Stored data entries
- - -
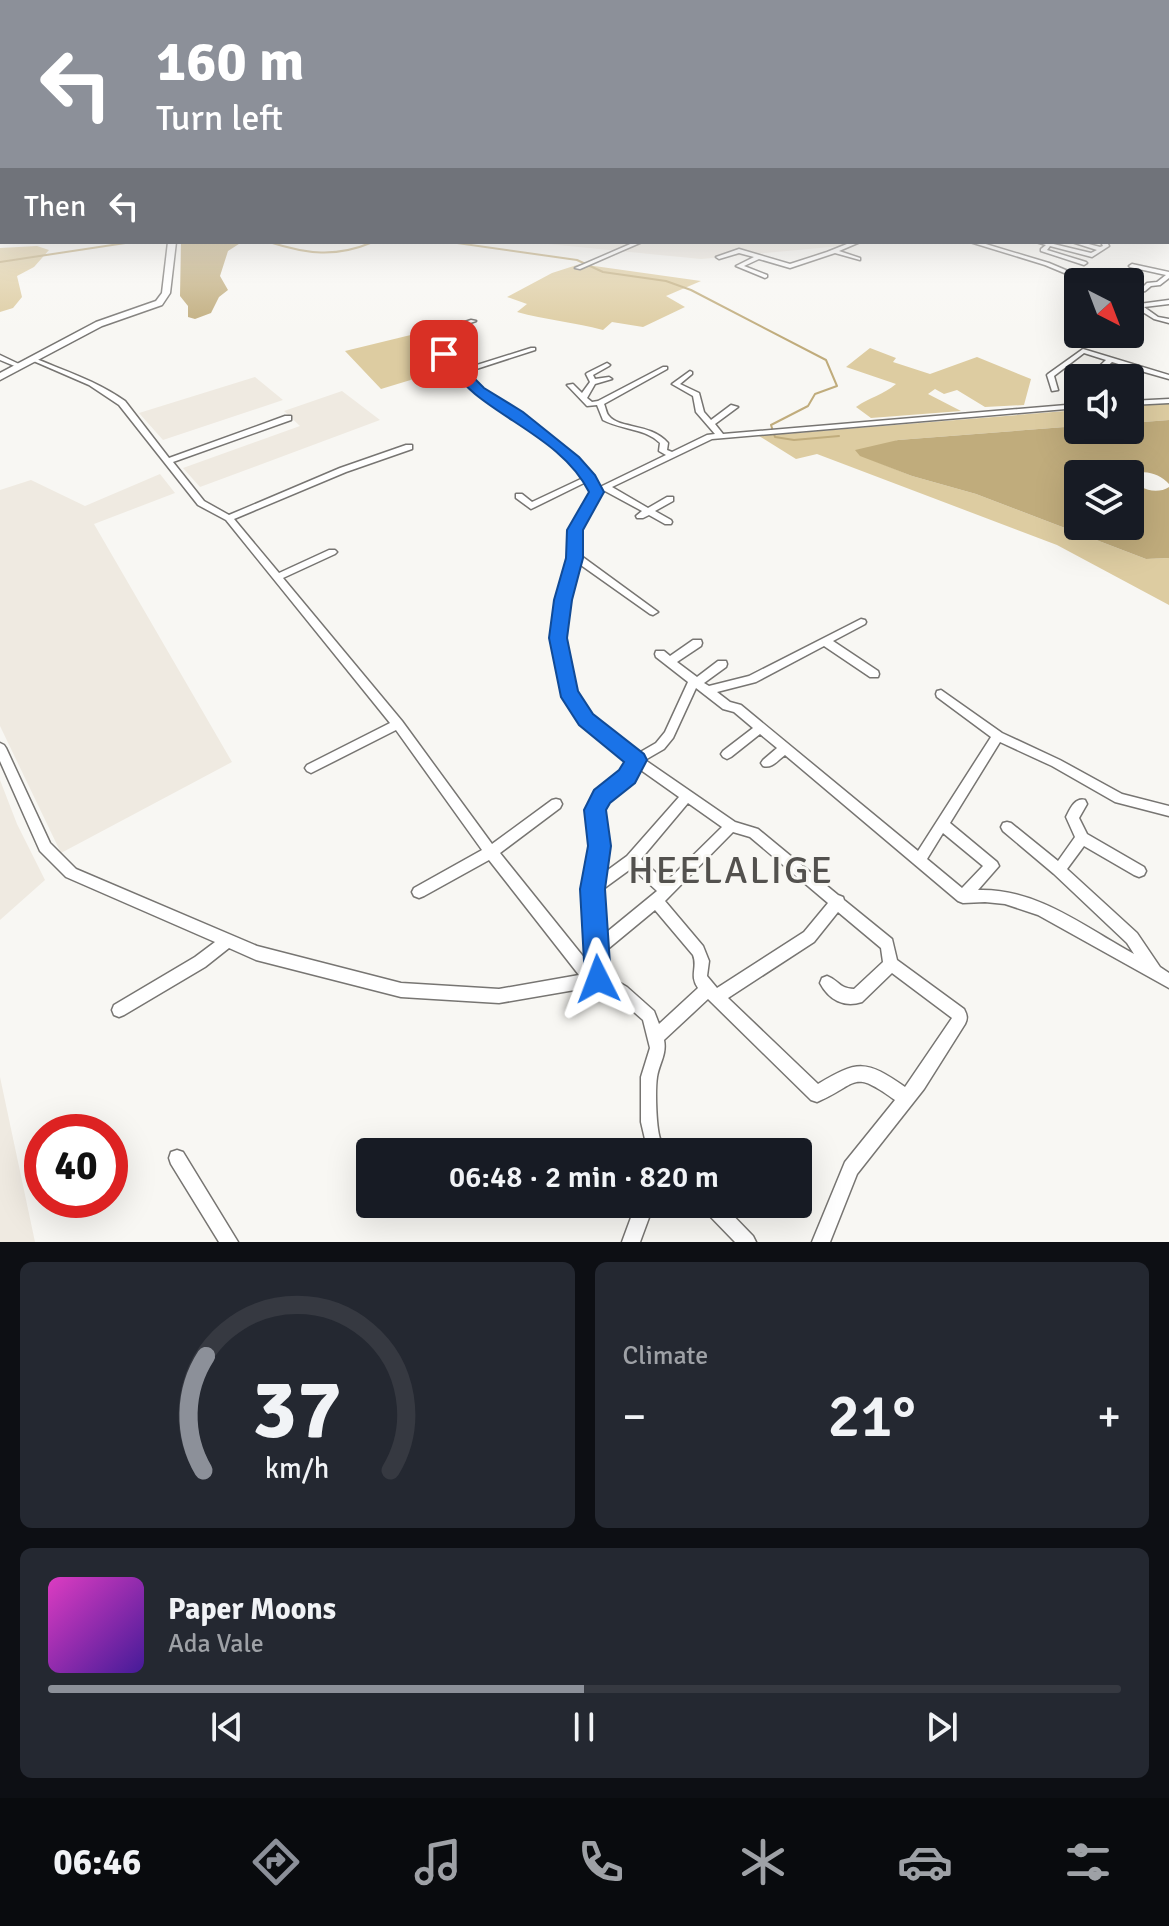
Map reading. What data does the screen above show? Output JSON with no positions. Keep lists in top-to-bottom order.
{
  "districts": ["HEELALIGE"],
  "north": "bottom right",
  "page": {
    "turn": ["160 m", "Turn left"],
    "then": "Then",
    "limit": "40",
    "trip": "06:48 · 2 min · 820 m",
    "tile": "Climate",
    "heat": ["−", "21°", "+"],
    "song": ["Paper Moons", "Ada Vale"],
    "tabs": "06:46",
    "gauge": ["37", "km/h"]
  }
}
- - -
Work task:
Leave the pictures out and write out every entry exactly as given.

Exercise solution:
Map reading. What data does the screen above show? Output JSON with no positions. Keep lists in top-to-bottom order.
{
  "districts": ["HEELALIGE"],
  "north": "bottom right",
  "page": {
    "turn": ["160 m", "Turn left"],
    "then": "Then",
    "limit": "40",
    "trip": "06:48 · 2 min · 820 m",
    "tile": "Climate",
    "heat": ["−", "21°", "+"],
    "song": ["Paper Moons", "Ada Vale"],
    "tabs": "06:46",
    "gauge": ["37", "km/h"]
  }
}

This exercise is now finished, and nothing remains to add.